TASK DESCRIPTION
With the records as your source, report how many lines contain "direction". Add no other words.

::::::::::

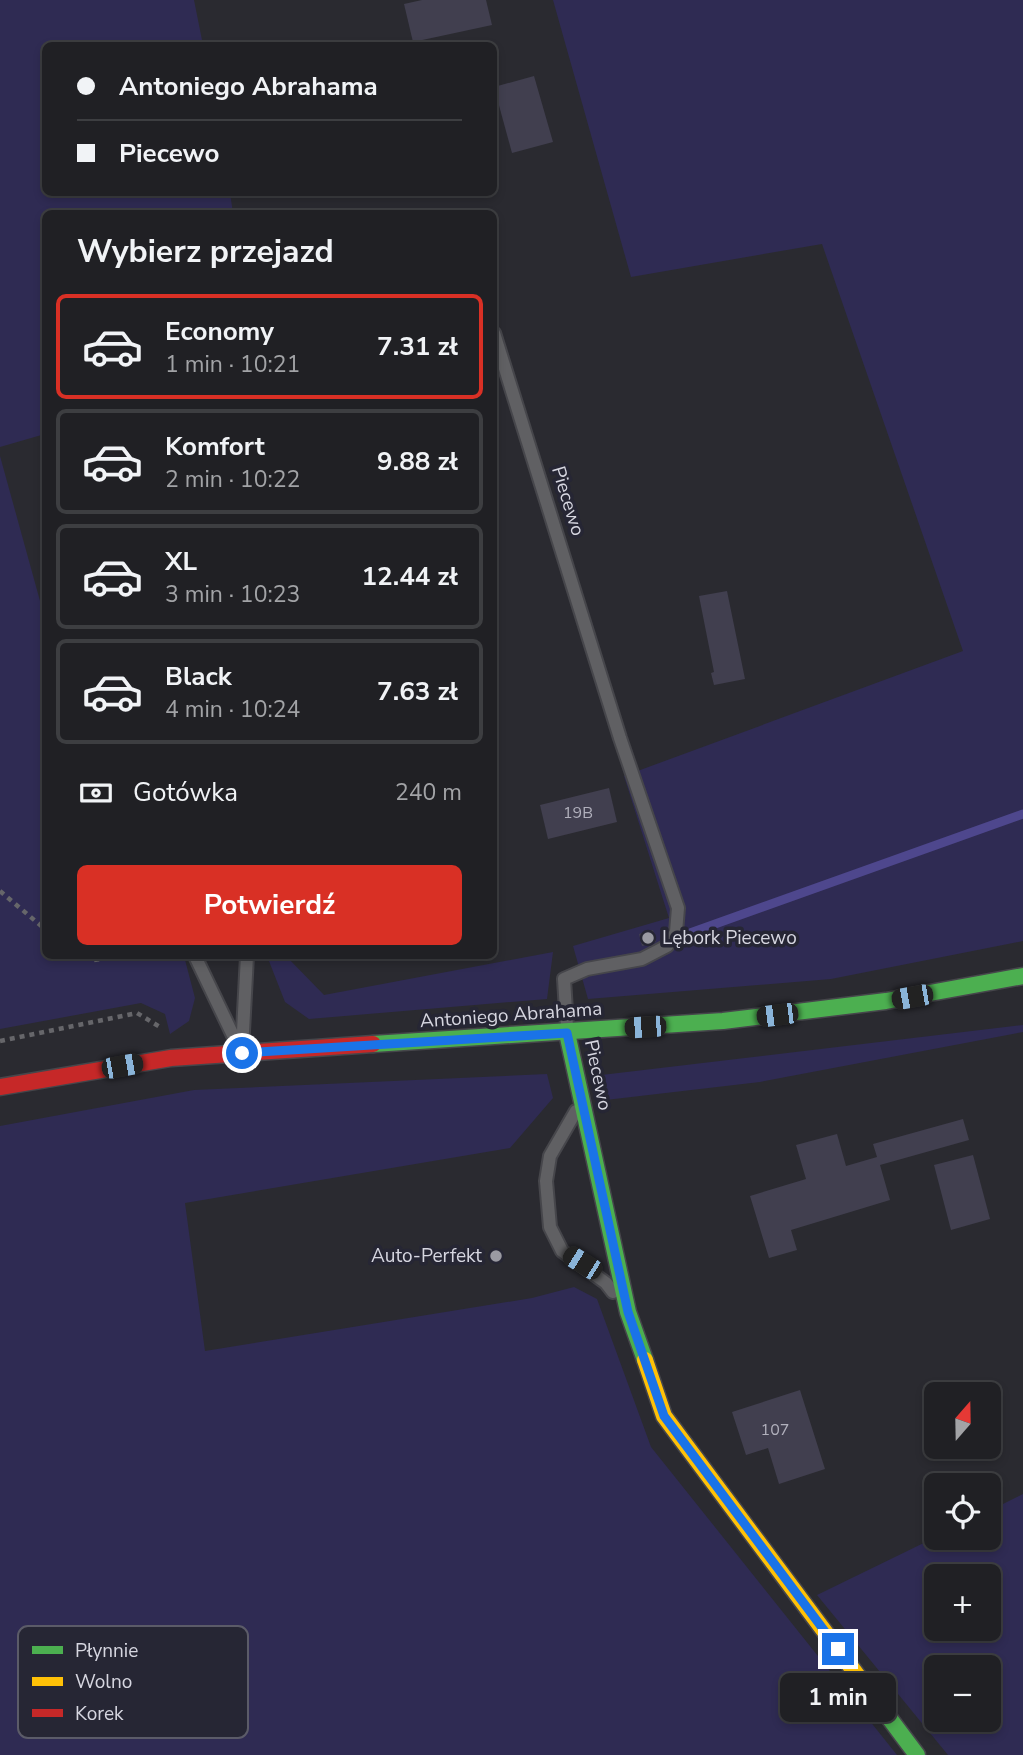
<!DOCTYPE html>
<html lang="pl">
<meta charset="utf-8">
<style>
:root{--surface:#202024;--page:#28282c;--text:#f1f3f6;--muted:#a2a3a6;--line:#3d3e41;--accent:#d93025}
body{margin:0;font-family:"Nunito Sans",sans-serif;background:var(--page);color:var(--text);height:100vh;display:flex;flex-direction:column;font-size:26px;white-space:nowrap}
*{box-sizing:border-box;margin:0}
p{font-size:23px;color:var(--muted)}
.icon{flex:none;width:38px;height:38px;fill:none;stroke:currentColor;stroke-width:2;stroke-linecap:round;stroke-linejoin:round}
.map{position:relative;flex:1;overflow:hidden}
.side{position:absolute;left:42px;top:210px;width:455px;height:749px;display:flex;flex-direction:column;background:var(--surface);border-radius:10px;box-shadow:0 4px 10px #0003,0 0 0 2px var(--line)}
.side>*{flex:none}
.banner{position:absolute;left:42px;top:42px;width:455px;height:154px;border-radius:10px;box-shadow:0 4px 10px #0003,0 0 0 2px var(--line);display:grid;align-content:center;height:154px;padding:0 35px;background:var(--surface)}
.needle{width:46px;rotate:20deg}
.fabs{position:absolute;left:924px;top:1382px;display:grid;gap:14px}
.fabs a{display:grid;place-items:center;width:77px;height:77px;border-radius:10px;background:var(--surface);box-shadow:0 4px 10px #0003,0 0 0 2px var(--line);font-size:35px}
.end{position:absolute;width:32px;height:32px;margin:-16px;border:9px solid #1a73e8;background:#fff;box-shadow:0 0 0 4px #fff}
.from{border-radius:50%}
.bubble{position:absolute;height:49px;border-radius:10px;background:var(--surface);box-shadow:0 4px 10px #0003,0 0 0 2px var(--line);font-size:23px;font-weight:700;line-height:49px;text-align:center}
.car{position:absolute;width:21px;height:42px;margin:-21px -10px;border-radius:9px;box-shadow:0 0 5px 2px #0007;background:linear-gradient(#222 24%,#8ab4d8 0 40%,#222 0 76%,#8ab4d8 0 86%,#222 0)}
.banner b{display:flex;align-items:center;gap:24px;height:66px;font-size:26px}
.banner b+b{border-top:2px solid var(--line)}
.banner i{width:18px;height:18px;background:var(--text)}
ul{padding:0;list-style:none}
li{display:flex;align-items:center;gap:21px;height:105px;margin:0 14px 10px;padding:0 21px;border:4px solid var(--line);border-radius:10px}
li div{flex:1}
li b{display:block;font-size:26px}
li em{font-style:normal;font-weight:700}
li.selected{border-color:var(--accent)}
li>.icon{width:63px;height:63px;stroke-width:1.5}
h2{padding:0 35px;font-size:32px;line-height:84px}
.pay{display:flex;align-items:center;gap:18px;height:77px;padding:0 35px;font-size:26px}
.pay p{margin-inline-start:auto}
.button{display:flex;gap:14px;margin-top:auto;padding:14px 35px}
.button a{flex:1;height:80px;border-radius:10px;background:var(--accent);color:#fff;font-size:28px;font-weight:700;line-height:80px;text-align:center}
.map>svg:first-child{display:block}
</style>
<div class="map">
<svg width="1023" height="1755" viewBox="0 0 1023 1755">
<rect width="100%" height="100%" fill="#2a2a30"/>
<!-- green -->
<g fill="#2f2b53" fill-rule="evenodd">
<path d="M 0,0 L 194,0 L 203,45 L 46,46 L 46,192 L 230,193 L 233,213 L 46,214 L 45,434 L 0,447 Z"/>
<path d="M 553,0 L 1023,0 L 1023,941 L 831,979 L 588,999 L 573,946 L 669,918 L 624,776 L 963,651 L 822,244 L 631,277 Z"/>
<path d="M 0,456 L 45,619 L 46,956 L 184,956 L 195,998 L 189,1021 L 170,1034 L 165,1014 L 141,1003 L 0,1029 Z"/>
<path d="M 553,952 L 547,999 L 309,1019 L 285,1002 L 267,956 L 286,956 L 324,995 Z"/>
<path d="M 1023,1025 L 1023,1032 L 760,1082 L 597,1101 L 593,1076 Z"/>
<path d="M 547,1074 L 553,1098 L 510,1148 L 185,1203 L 205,1351 L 532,1298 L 574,1287 L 597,1299 L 651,1447 L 897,1755 L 0,1755 L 0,1126 L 194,1090 Z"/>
<path d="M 1023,1494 L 1023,1755 L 948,1755 L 817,1595 L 936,1537 L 989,1538 L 989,1511 ZM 936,1577 L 989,1577 L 989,1629 L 936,1629 ZM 936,1668 L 989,1668 L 989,1720 L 936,1720 Z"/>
</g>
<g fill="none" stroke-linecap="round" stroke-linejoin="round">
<!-- stream -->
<path stroke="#4e478d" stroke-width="9" d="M 690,933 L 1023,814"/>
</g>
<!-- building -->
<g fill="#413f4f">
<path d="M 422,0 L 486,0 L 492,25 L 413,42 L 404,4 Z"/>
<path d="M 534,76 L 553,142 L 512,153 L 494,87 Z"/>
<path d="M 727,591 L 745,679 L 714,685 L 711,673 L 714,672 L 699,596 Z"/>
<path d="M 609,788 L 617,822 L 548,839 L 540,805 Z"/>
<path d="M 653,930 L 656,942 L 642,946 L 639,934 Z"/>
<path d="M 963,1119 L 969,1140 L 880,1165 L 890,1200 L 791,1230 L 797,1250 L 769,1258 L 750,1196 L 806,1179 L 796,1145 L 837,1134 L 846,1166 L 877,1157 L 873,1144 Z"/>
<path d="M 973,1155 L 990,1219 L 951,1230 L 934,1165 Z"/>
<path d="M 800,1390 L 825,1469 L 779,1484 L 768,1448 L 746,1455 L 732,1412 Z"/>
</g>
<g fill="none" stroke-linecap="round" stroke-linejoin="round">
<!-- lane casing -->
<g stroke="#46464b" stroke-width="16">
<g id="lane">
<path d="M 494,333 L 620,738 L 678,908 L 676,932 L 667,946 L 642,959 L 587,969 L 564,979 L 567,1027"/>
<path d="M 195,956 L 240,1050"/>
<path d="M 242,1050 L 247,956"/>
<path d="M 576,1111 L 550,1156 L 546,1181 L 550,1227 L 562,1251 L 606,1283 L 613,1292"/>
</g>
</g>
<!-- fast casing -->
<g stroke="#46464b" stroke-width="19">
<g id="fast">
<path d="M 567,1033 L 628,1312 L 645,1360"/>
<path d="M 373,1044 L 723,1021 L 886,1001 L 1023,976"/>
<path d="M 863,1683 L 917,1755"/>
</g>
</g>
<!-- slow casing -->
<g stroke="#46464b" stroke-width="19">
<path id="slow" d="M 645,1360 L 664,1416 L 863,1683"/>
</g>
<!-- jam casing -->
<g stroke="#46464b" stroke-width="19">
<path id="jam" d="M 0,1087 L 171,1058 L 373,1044"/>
</g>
<!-- path -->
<g stroke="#66666a" stroke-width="4.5" stroke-dasharray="5 5" stroke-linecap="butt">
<path d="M 0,891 L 46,930"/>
<path d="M 85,956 L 94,960 L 126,956"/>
<path d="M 145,956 L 177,956"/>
<path d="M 0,1041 L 137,1013 L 160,1027"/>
</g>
<!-- lane -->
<use href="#lane" stroke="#606063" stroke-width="12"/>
<!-- fast -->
<use href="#fast" stroke="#4caf50" stroke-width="16"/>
<!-- slow -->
<use href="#slow" stroke="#ffc107" stroke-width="16"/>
<!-- jam -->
<use href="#jam" stroke="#c62828" stroke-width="16"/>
</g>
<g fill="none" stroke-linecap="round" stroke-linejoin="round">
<!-- route -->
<path stroke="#1a73e8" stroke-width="9" d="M 242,1053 L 567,1033 L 628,1312 L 664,1416 L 838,1649"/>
</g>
<!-- markers -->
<g fill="#9a9aa2" stroke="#262634" stroke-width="2.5">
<circle cx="648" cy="938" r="7"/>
<circle cx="496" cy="1256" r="7"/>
</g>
<g text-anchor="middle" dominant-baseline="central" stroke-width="7" stroke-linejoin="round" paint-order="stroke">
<!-- number labels -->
<g font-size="16" fill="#b1b0bc">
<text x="578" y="813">19B</text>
<text x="775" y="1430">107</text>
</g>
<!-- street labels -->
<g font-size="19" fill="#d6d6e0" stroke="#262634">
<text transform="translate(568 501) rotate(73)">Piecewo</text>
<text transform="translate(511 1015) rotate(-4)">Antoniego Abrahama</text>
<text transform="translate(598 1075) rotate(78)">Piecewo</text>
</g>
<!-- poi labels -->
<g font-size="19" fill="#d6d6e0" stroke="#262634" text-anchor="start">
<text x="662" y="938">Lębork Piecewo</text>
<text x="482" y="1256" text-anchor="end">Auto-Perfekt</text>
</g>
</g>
<!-- legend -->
<rect x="18" y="1626" width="230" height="112" rx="10" fill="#262634" stroke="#5b5b68" stroke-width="2"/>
<rect x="32" y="1646" width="31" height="8" fill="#4caf50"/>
<rect x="32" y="1677" width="31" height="9" fill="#ffc107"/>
<rect x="32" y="1709" width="31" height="8" fill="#c62828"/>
<g font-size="19" fill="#d6d6e0">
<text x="75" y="1657">Płynnie</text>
<text x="75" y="1688">Wolno</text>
<text x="75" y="1720">Korek</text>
</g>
</svg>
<div class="fabs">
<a><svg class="needle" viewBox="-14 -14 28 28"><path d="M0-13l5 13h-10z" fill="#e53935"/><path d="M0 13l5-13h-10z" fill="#a2a3a6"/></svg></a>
<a><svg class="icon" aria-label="locate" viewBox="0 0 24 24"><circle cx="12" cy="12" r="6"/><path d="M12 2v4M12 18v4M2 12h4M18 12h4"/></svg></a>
<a>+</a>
<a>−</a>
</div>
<i class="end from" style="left:242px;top:1053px"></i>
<i class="end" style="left:838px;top:1649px"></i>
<div class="bubble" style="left:780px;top:1673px;width:116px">1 min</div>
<i class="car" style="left:912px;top:997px;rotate:260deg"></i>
<i class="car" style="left:777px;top:1015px;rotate:263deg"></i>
<i class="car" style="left:645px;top:1027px;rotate:266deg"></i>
<i class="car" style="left:122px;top:1066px;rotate:80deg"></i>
<i class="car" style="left:582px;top:1263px;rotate:302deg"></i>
<div class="banner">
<b><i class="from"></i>Antoniego Abrahama</b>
<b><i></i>Piecewo</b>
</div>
<section class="side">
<h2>Wybierz przejazd</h2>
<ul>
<li class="selected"><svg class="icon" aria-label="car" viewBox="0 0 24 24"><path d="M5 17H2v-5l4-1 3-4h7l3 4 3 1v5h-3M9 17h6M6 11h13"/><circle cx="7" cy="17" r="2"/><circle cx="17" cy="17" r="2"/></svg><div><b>Economy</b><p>1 min · 10:21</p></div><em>7.31 zł</em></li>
<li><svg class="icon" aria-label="car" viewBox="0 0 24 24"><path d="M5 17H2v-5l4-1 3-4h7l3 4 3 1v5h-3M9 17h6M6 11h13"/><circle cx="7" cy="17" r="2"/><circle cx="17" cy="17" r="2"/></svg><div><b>Komfort</b><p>2 min · 10:22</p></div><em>9.88 zł</em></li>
<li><svg class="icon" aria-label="car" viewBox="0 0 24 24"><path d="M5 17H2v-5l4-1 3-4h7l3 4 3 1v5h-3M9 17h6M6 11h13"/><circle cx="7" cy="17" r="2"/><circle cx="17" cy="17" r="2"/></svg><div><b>XL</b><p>3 min · 10:23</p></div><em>12.44 zł</em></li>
<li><svg class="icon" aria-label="car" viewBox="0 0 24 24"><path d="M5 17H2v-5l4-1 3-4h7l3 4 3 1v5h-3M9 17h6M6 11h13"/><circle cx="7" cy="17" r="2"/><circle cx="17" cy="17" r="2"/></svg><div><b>Black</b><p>4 min · 10:24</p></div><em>7.63 zł</em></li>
</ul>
<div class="pay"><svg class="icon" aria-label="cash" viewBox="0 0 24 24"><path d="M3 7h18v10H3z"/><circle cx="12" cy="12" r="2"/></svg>Gotówka<p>240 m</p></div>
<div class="button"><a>Potwierdź</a></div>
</section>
</div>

::::::::::

OUTPUT BELOW
2